One of the strong messages coming through from the past two years' debate and legal arguments about motor insurance and credit hire is that there is a growing need for all policyholders to be treated equally.

Richard Allen, assistant manager, motor claims, at the Association of British Insurers (ABI), believes there should be a level playing field “and insurers should not try to secure a competitive advantage by the way things are done.” He says that motor insurers should not try to steal a march on their competitors by giving their own policyholders favourable treatment at the expense of others.

I agree, as there is an over-riding necessity for equity of treatment in the handling of claims between insurers.
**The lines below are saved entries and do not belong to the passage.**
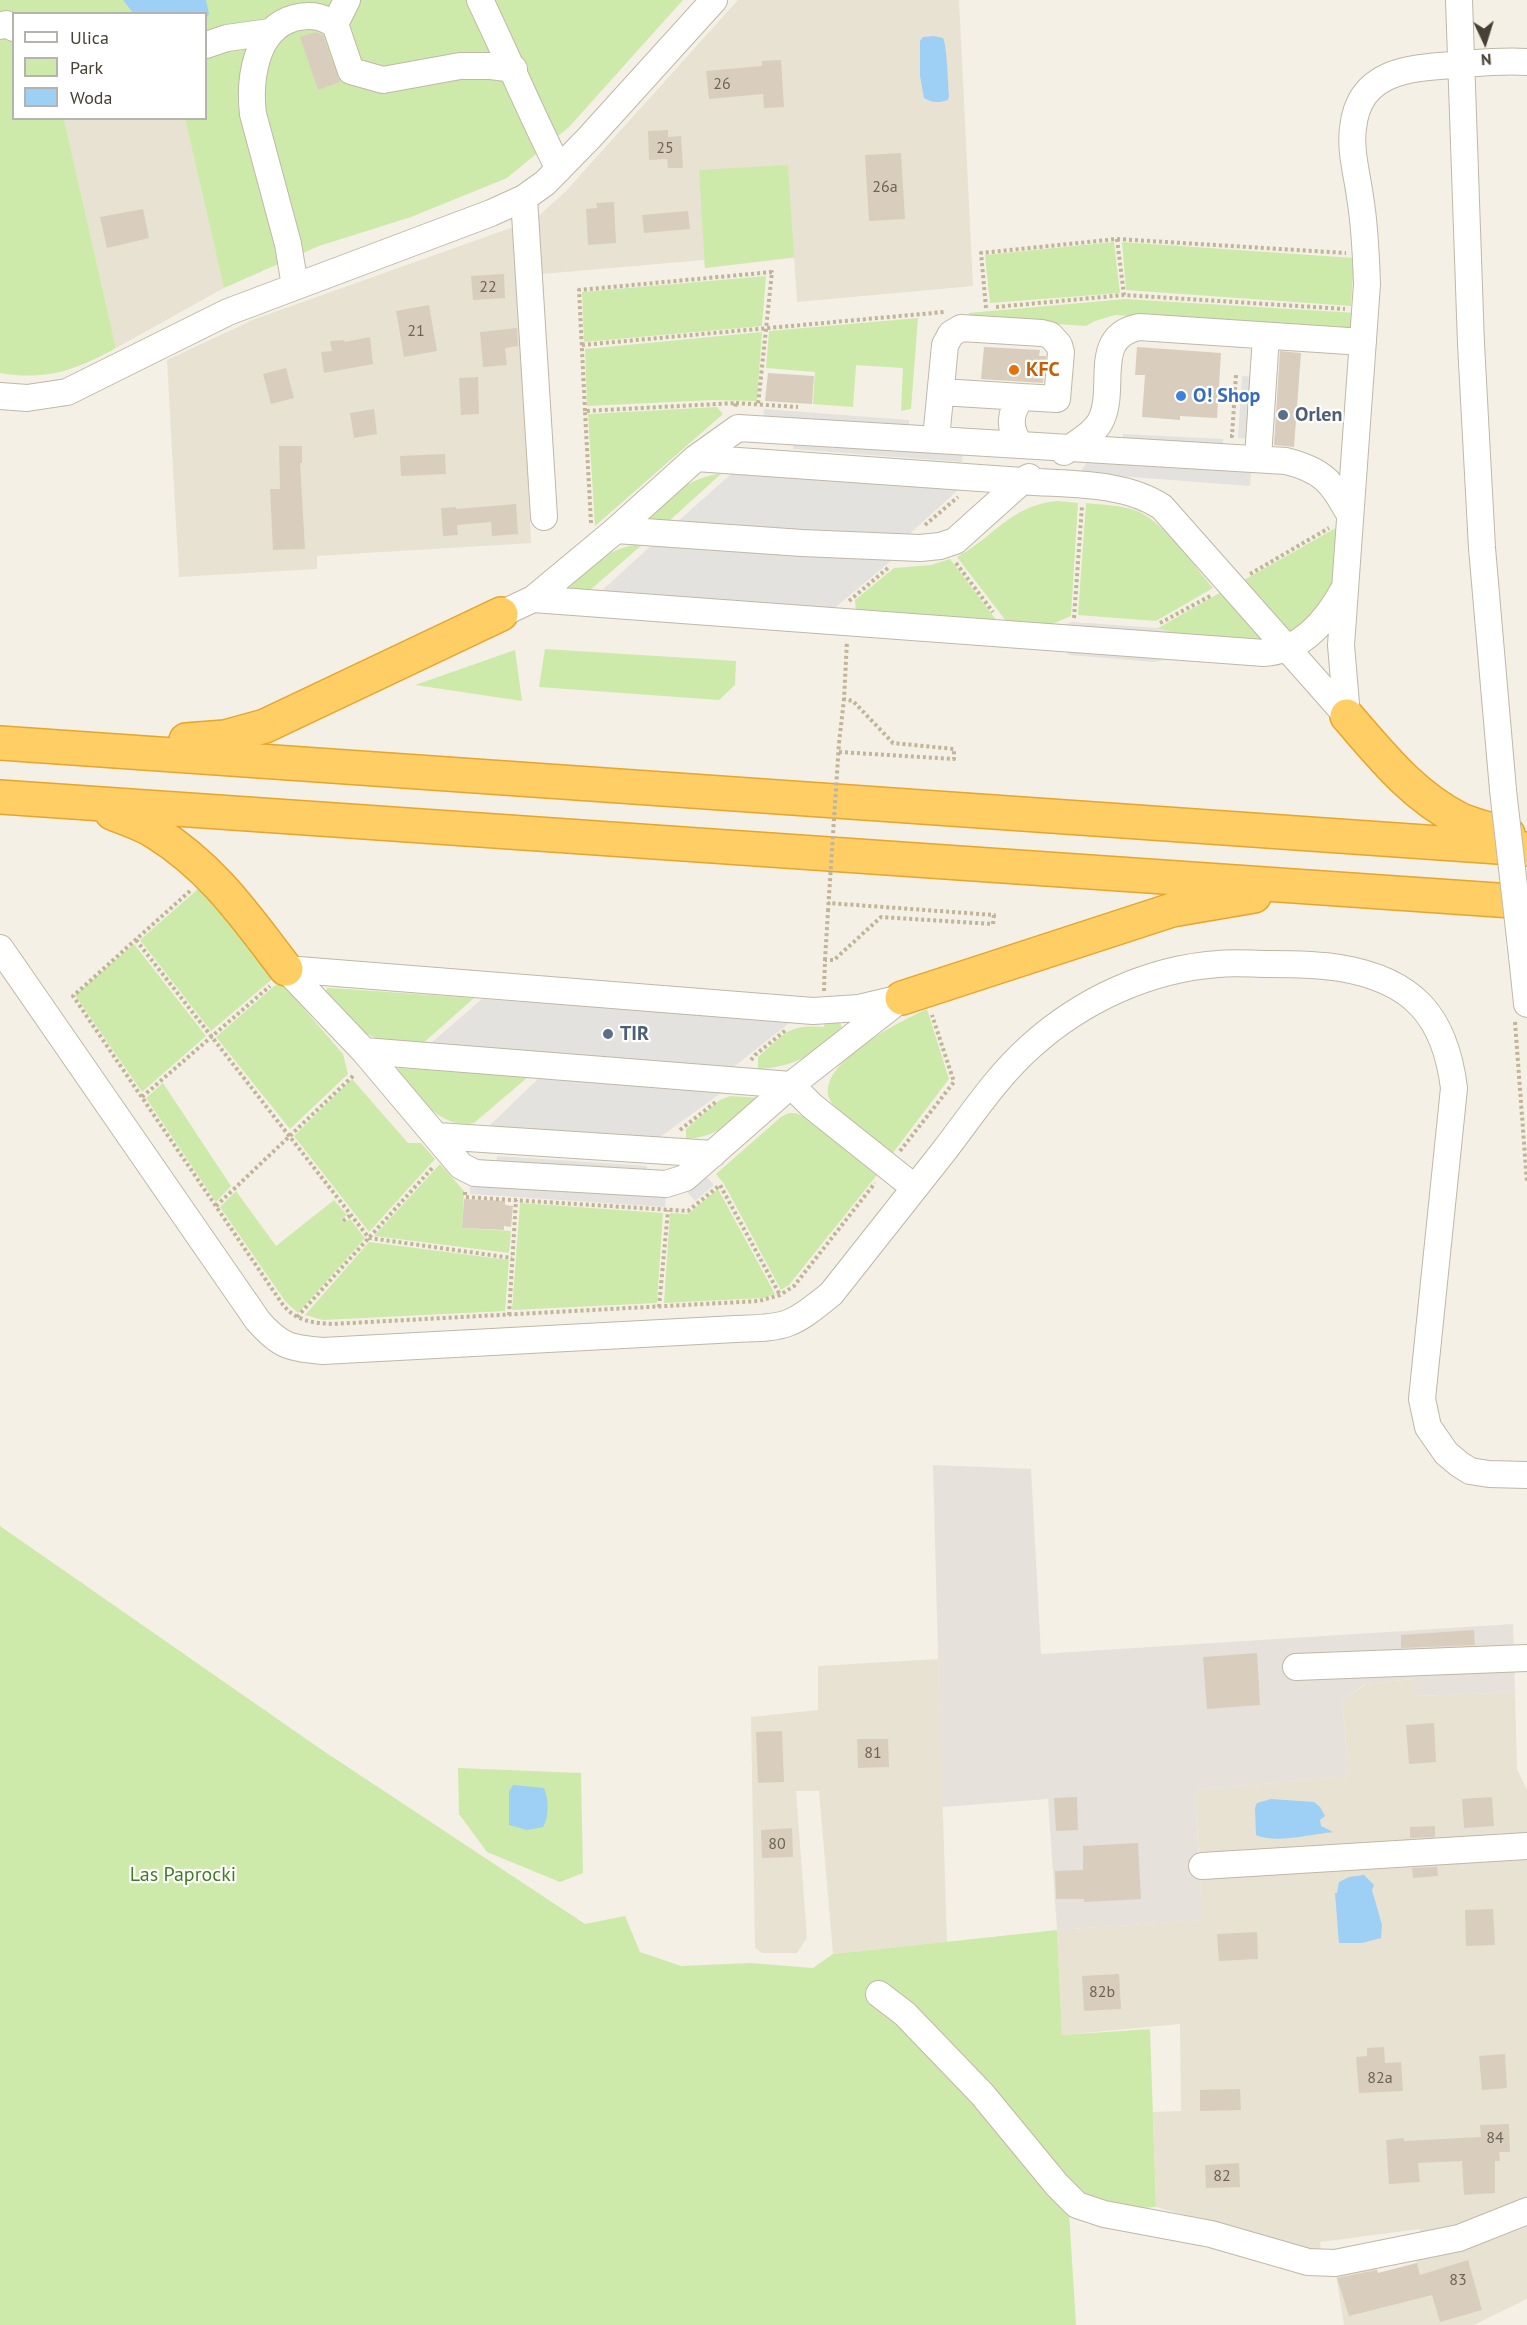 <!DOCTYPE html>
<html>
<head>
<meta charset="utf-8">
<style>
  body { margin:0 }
  #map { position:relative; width:1527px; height:2325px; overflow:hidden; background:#f4f0e5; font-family:"PT Sans",sans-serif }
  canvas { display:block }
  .legend { position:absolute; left:12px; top:12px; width:195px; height:108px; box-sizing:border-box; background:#fff; border:2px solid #b5b3ae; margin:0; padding:8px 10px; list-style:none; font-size:18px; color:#474034 }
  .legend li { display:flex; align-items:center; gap:12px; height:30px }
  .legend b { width:30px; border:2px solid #b5b3ae }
  .north { position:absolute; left:1455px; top:12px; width:60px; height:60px; -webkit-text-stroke:4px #fff; paint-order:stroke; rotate:176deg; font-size:16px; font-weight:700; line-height:24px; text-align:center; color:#474034 }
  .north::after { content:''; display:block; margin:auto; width:21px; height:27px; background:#474034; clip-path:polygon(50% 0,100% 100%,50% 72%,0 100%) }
</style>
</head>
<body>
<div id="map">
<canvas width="1527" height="2325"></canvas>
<ul class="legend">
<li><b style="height:8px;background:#fff"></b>Ulica</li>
<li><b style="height:16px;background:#cdeaab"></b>Park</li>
<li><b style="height:16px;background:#9ecff4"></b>Woda</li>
</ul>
<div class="north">N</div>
</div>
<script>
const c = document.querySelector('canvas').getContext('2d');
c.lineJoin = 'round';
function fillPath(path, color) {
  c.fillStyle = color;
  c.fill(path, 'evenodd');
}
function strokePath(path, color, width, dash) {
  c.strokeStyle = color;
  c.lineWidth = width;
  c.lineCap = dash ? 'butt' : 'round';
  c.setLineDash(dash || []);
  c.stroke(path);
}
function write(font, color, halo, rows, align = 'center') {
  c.font = font + ' "PT Sans",sans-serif';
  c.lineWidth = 4.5;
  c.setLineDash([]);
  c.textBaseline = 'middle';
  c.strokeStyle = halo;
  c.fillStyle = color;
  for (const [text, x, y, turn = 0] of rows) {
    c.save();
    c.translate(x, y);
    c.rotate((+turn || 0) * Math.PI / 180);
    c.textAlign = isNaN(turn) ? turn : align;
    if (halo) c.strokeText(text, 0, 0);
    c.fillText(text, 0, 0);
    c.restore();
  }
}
const residential = new Path2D(`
  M738,0H959L973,286L797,302L794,258L705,268L704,260L541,274L535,219L565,192Z
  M64,119H185L224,288L116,348Z
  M516,226L531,543L317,556V569L179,577L167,360L255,319Z
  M938,1659L947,1942L833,1954L819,1791H796L807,1938L797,1953H762L755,1948L751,1717L818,1710V1666Z
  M1413,1679L1415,1696L1515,1692L1517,1769L1527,1790V1836L1199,1858L1195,1790L1349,1776L1342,1702L1366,1684Z
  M1527,1852V2202L1421,2238L1420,2229L1320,2242L1321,2253L1156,2207L1153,2112L1181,2111L1180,2024L1062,2035L1057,1930L1201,1920L1200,1875Z
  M1527,2219V2299L1474,2325H1344L1336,2275L1376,2266L1378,2273L1417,2263L1415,2259Z`);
const industrial = new Path2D(`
  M933,1465L1031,1469L1041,1654L1513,1624L1515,1692L1414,1696L1412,1679L1365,1684L1342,1702L1349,1776L1195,1790L1202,1920L1057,1930L1048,1799L942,1807Z`);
const green = new Path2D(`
  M0,0H683L569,127L507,178L411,217L319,246L224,288L185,119L206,118V14H14V118L64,119L116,348C76,370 46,381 0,373Z
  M788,165L794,257L705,268L699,170Z
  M1114,242L1120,293L990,303L985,255Z
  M1122,242L1354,258L1351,306L1126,290Z
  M766,276L762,326L584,342L582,292Z
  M1125,299L1357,313L1355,327L1345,333L1115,315L1095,321L1086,326L970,318L969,313Z
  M918,318L911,409L901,411L903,368L856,365L853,407L813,404L815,372L766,368L769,331Z
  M762,332L757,401L713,400L587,406L585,349Z
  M717,407L723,414L595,526L588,414Z
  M722,473L669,521L649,520L648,517C674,493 687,479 722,473Z
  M1057,501L1078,503L1071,616L1052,624L1006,621L957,557C994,537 1011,505 1057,501Z
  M1086,503C1103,505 1121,505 1137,511C1163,521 1195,567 1213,588L1156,621L1078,615Z
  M1341,525L1334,586L1320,612L1290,633L1244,580Z
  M643,544L589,591L568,589V585C591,565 611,546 643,544Z
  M950,559L997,621L856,611L855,600L894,568L931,565Z
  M1223,591L1264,640H1196L1158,628Z
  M545,649L736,661L735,685L719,700L539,687Z
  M515,650L522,701L415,685Z
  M199,888L276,976L211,1031L140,940Z
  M134,944L206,1036L142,1092L75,995Z
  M280,981L343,1054L348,1074L290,1129L216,1037Z
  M327,988H331L474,998L420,1046C407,1044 394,1044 382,1040C360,1035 338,1010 326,991Z
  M927,1009L949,1079L892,1154C876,1141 838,1117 830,1100C813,1065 902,1020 927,1009Z
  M825,1022L840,1023L842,1027C814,1053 798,1067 758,1069V1057C785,1034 787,1024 824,1027Z
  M399,1068L528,1077L474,1123C440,1130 415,1093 396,1071Z
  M352,1079L408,1143H421L435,1159L369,1232L294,1136Z
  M163,1083L231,1186L216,1202L146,1098Z
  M730,1096L761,1098C737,1119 719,1137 686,1139V1129L720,1100Z
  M789,1113H796L802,1116L877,1175L789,1285L781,1290L724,1184L716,1174L781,1117Z
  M440,1164L464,1191L462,1228L511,1231L509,1253L374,1236Z
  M718,1189L775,1294L763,1298L664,1303L670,1213L688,1214Z
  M236,1191L276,1246L334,1200L347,1215L341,1219L344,1223L350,1219L365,1238L298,1313L285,1301L220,1207Z
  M520,1203L663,1213L657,1303L512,1310Z
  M369,1242L509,1260L505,1311L323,1320L305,1315Z
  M0,1526L322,1750L585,1924L625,1916L640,1952L681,1966L750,1963L813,1968L833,1954L1057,1930L1062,2035L1150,2029L1156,2207L1069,2212L1076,2325H0Z
  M458,1768L581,1773L583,1873L560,1882L487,1852L459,1814Z`);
const parking = new Path2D(`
  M1242,376L1255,377L1250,439L1238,438Z
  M764,409L909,420V432L763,420Z
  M1123,434L1223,439V449L1122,444Z
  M794,437L963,450L962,462L793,449Z
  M1090,459L1251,470L1250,486L1079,473Z
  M731,474L958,490L904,539L676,523Z
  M654,543L892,560L831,611L599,593Z
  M1072,622L1158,628L1196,640L1053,630Z
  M1051,643L1193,654L1154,662L1070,655Z
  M482,999L793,1020L731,1069L425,1048Z
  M539,1078L724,1091L657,1139L487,1128Z
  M497,1156L647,1166L646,1178L496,1168Z
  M706,1176L714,1185L695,1201L687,1192Z
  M470,1182L666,1195L665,1207L470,1194Z`);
const water = new Path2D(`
  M123,0H206L209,14L206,19V14L133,13Z
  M934,36L943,38C947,45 948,84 949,95L948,100C939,103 932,103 924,98L920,76V41L923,37Z
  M513,1785L544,1788C549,1799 549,1818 543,1827L527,1830L509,1825V1792Z
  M1271,1799L1314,1802L1320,1807L1325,1816L1320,1820L1321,1826L1333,1832C1312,1834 1275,1844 1256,1835L1255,1808L1257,1803Z
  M1364,1875L1374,1885L1372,1890L1382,1925L1381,1938L1362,1943H1339L1335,1893H1337L1339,1882L1349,1877Z`);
const building = new Path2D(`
  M315,32L323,35L340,82L318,90L300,37Z
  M781,60L784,107L764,108L763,94L709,99L706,71L762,66V61Z
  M668,130V137L681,136L683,168H668L667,159L649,160L648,131Z
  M901,153L905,219L869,221L865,155Z
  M614,202L616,243L588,245L586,209L597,208L596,203Z
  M143,209L149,238L107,248L100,217Z
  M688,211L690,229L644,233L642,215Z
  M504,274L505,298L473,300L471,276Z
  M429,305L437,351L404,357L396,311Z
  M517,328L518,346L505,348L507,365L483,367L480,332Z
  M370,337L373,364L324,373L321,352L332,351L330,341L344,340L345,342Z
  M984,347L1040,350L1039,356H1046L1043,383L981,379Z
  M1137,347L1221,353L1217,418L1180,416V420L1142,417L1145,375H1135Z
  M1280,351L1301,353L1294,447L1274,445Z
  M286,368L294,398L271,404L263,374Z
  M768,373L814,376L812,404L765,401Z
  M478,377L479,414L461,415L459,378Z
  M374,409L377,434L354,438L350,413Z
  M279,446H302V463H300L305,549L273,550L270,489H280Z
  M445,454L446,474L401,476L400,456Z
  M516,504L518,534L492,536L491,522L457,525L458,535L443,536L441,508L456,507V509Z
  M464,1199L505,1201V1205L513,1206L511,1227L504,1226V1230L462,1228Z
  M1474,1630L1475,1645L1401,1648V1635Z
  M1257,1653L1260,1705L1207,1709L1203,1657Z
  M1434,1723L1436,1762L1409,1764L1406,1725Z
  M782,1731L784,1782L758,1783L756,1732Z
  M857,1739H888L889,1767L858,1768Z
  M1077,1797L1078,1830L1056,1831L1054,1798Z
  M1492,1797L1494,1826L1464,1828L1462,1799Z
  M1435,1826V1837L1410,1838V1827Z
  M792,1828L793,1857L762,1858L761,1830Z
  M1138,1843L1141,1899L1084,1902V1899H1056L1055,1871L1083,1870V1846Z
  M1437,1867L1438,1876L1413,1878L1412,1868Z
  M1493,1909L1495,1945L1466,1946L1465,1910Z
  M1257,1932L1258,1959L1219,1961L1217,1934Z
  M1119,1974L1121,2009L1084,2011L1082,1976Z
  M1384,2047L1385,2063L1401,2062L1403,2091L1359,2093L1356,2057L1367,2056V2048Z
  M1505,2054L1507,2088L1482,2090L1479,2056Z
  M1240,2089L1241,2110L1200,2111V2090Z
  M1509,2124L1510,2152H1499L1500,2161H1495V2193L1464,2195L1462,2161L1418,2163L1420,2182L1389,2184L1386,2140L1404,2138V2141L1481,2137L1480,2125Z
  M1239,2163L1240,2187L1206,2188L1205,2165Z
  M1468,2260L1482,2310L1440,2322L1432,2295L1349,2316L1337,2278L1377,2270L1378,2273L1417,2263L1420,2275Z`);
const path = new Path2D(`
  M1117,239L1124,295
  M996,307L1124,295L1345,309
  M986,308L981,253L1117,239L1346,253
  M582,345L944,312
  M736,403L798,407
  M585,411L579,290L772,272L758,405
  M1230,436H1232L1236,375
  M591,523L585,411L736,403L735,408
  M925,525L958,497
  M956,563L993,612
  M1250,574L1329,528
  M849,601L889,567
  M1074,618L1082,506
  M1160,623L1212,595
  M839,743L844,699
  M839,752L954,759V749L893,743L853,701L844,699L847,641
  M190,891L73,996L283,1305C296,1321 313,1323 332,1324L759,1301L780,1295L794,1286L875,1183
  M136,940L369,1238L512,1258
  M825,960L828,911
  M824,991L825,960H834L881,917L993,924L994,915L828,903
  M1515,1022L1527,1183
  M751,1060L755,1055L786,1030
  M142,1097L270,986
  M680,1130L717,1101
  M900,1151L954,1082L932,1015
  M465,1192V1197L688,1211L720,1185L780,1295
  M216,1206L354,1075
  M343,1221L351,1215
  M659,1307L668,1210
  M509,1315L516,1200
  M297,1317L434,1166`);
const minor = new Path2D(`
  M347,0L335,24L351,71L383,80L460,66H491L514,69
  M480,0C507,56 531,114 559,169
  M1459,0L1471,344L1482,548L1503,790
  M0,26L6,24L14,28
  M206,45L227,38L270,32
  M524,198L544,517
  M295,286L288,244L253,114C249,80 255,29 294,18C302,16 310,15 318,17C324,18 330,22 335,24
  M941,392L1022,397
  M0,396L27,398L67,392L228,312L491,213L524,198L545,183L589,138L714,0
  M936,439L945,345L951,334L961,328L1042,333L1050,335L1059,345L1061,352L1057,399L1022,397C1009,413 1008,429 1021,445
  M1064,452C1076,443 1092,436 1100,422C1118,389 1090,337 1139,327L1363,342
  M696,458L1022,481L1029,477
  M1258,458L1266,336
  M616,530L696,458L738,428L1286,461C1325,471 1331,482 1350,515
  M533,599L1264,653C1302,651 1328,619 1345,587
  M501,614L533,599L616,530L802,543L920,548L940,546L955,541L1022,481C1068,485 1123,481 1162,507L1347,716
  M1347,716L1341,645L1367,284C1366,254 1365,226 1360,197C1357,174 1350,151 1353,128C1359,71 1408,68 1454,65C1479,63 1502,60 1527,62
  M0,948L258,1321C281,1347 290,1348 323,1351L736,1329C753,1328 772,1329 788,1323C804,1317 818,1304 831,1294C869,1246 906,1199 944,1151C971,1116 997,1076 1031,1046C1082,1000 1149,969 1218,964C1234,962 1252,964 1268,964C1292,964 1317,964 1340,968C1413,980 1445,1016 1454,1088L1422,1399L1428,1427L1446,1453L1459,1464L1470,1471L1489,1474L1527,1475
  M1522,956L1527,1004
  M286,969L364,1051L461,1166L475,1173L666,1184L685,1178L791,1085L902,998
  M286,969L813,1011L859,1008L893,1000
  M364,1051L791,1085L812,1106L915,1188
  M437,1136L713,1154
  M1296,1667L1527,1658
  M1202,1866L1527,1846
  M879,1994L905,2014L982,2094L1057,2185L1077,2205L1104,2214L1211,2234L1308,2262L1335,2263L1459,2238L1527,2211`);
const highway = new Path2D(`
  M1347,716C1381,755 1412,795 1459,819C1474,826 1492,830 1508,834
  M186,740L225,737L265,726L501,614
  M0,743L1527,849
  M0,797L1527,902
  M112,813C126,819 143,824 155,832C213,868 246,917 286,969
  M902,998L1172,910L1254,896`);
const pathBridge = new Path2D(`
  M828,911L839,743`);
const minorBridge = new Path2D(`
  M1503,790L1522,956`);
const markers = [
  [1014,370,6,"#e8710a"],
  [1181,396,6,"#3f7fe0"],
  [1283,415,6,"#5c6f8a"],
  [608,1034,6,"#5c6f8a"]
];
const numberNames = [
  ["26",722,84],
  ["25",665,148],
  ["26a",885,187],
  ["22",488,287],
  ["21",416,331],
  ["81",873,1753],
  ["80",777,1844],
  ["82b",1102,1992],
  ["82a",1380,2078],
  ["84",1495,2138],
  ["82",1222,2176],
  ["83",1458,2280]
];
const foodNames = [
  ["KFC",1026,370]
];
const shopNames = [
  ["O! Shop",1193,396]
];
const serviceNames = [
  ["Orlen",1295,415],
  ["TIR",620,1034]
];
const parkNames = [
  ["Las Paprocki",183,1875]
];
fillPath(residential, '#e8e2d3');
fillPath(industrial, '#e6e1da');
fillPath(green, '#cdeaab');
fillPath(parking, '#e4e2de');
fillPath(water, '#9ecff4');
fillPath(building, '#d9cebd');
strokePath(minor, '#c0b8a7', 28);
strokePath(highway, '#e6a52d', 36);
strokePath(path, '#c2b498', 4, [3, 3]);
strokePath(minor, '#fff', 26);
strokePath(highway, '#ffce65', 33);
strokePath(minorBridge, '#c0b8a7', 28, []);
strokePath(pathBridge, '#c2b498', 4, [3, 3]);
strokePath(minorBridge, '#fff', 26);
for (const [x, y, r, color] of markers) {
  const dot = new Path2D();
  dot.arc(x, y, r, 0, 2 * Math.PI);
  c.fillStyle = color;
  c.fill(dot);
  strokePath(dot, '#fff', 2);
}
write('16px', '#6c6456', null, numberNames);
write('bold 20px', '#c56008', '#fff', foodNames, 'left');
write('bold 20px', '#366cbe', '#fff', shopNames, 'left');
write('bold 20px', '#4e5e75', '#fff', serviceNames, 'left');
write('20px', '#447c24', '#fff', parkNames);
</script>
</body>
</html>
There are a number of so-called Memoranda of Understanding (MoUs) formulated by the ABI's motor conference and its Motor and Liability Claims Panel, covering such areas as the use of accident management companies and the provision of courtesy cars.

Support for the MoUs is generally good, with the vast majority of motor insurers signing up to the individual agreements. But while I am supportive of the intent and the approach of the MoUs, there should be a firmer interpretation of the guidances given in certain areas. For instance, provision of a replacement vehicle should be treated as part of the damages recoverable in a claim and there should be parity of approach.

Many insurance companies send their non-fault insureds to credit hirers and bodyshops will refer claimants to a credit hire company, largely because that approach obviates the provision of a courtesy car and also earns the repairer an attractive incentive by way of commission.


Not all it seems

Last year, the ABI introduced an agreement on third-party car hire, between subscribing insurers and hire car companies. This means they are able to provide replacement vehicles to the innocent victims of non-fault accidents and offer a nationwide service.

The new arrangements cover those situations where insurers' existing replacement car schemes cannot deal with a claim or when an insurer cannot be identified. The essence of the ABI and Lloyd's third-party car hire agreement is that any vehicle hired under these schemes will be completely free of charge to a third party when liability is confirmed by the at-fault driver's insurer.

There is a sting in the tail of the agreement. If a third-party claimant fails to make use of the subscribing company's helpline scheme, then the negligent motorist's insurer may decline to pay any hire charges at all.

A supporting letter from the ABI says: “The claim will be resisted. The insurer will point out [to the court] that the costs could have been substantially reduced by the making of a simple telephone call. The insurer may invite the court to dismiss or reduce the claim on the basis of a failure to mitigate loss.”

The number of subscribing insurers is increasing and there are around 40 to 50 applications in hand from credit hirers who want to join the scheme. However, insurer support has not been as strong as for other protocols, although the approach proposed is really only common sense and is aimed at minimising insurers' motor claims costs.

The rate charged by hire companies to insurers and their policyholders has become a crucial element in the industry's discussion of these issues, particularly following the House of Lords' decision in Dimond v Lovell, where the judges held that “extra charges” imposed by credit hire companies could not be recovered from an at-fault driver's insurer. The Law Lords spoke in terms of differences between credit hire rates and so-called spot rates, ruling that only hire charges equivalent to such spot rates could be recoverable.


Hitting the spot

Clarification of what may be charged and what can be recovered is needed. The judges' focus on spot rates codifies the practices of the credit hire companies going forward from now, although those spot rates will vary by need, time, model of car and so on. Spot rates are, in many instances, not far off the level of credit hire prices.

If the credit hire industry is to survive and prosper legitimately, then its future can only be safeguarded by the speedy introduction of protocols and agreements between the motor insurers and the credit hirers. More importantly there is a need for the insurance companies, accident management companies and other providers of services to non-fault third-parties to treat insureds equally across the board.

The ABI/Lloyd's memorandums were introduced to ensure that claims costs should be mitigated and kept as low as possible. For the most part, they are working well to achieve that objective, but there is a need for them to be strengthened and extended to include other aspects of the relationship between the motor insurer and its policyholders.

Also, there needs to be a much wider acceptance within the industry of the intent and detail of the memoranda to make them truly comprehensive and effective. Insurance companies are slowly beginning to support the fact that motor insurance policies should include uninsured loss recovery cover and incorporate replacement car provision for third parties.


Substantial benefits

Insurers would refer their non-fault claimants directly to a car rental firm and then recover the relevant cost from the at-fault driver's insurer. And there would be two substantial additional benefits from such a course of action. First, insurance companies could bring their own at-fault insureds into such an arrangement, and offer them the opportunity to upgrade (at their own expense) to a more suitable vehicle than a typical repairer's courtesy car.

Second, of course, this would allow repair shops to get on with their proper business – repairing the policyholders' cars and getting them back on the road as soon as possible – rather than having to maintain a supply of courtesy cars or act as agents for the credit hirers.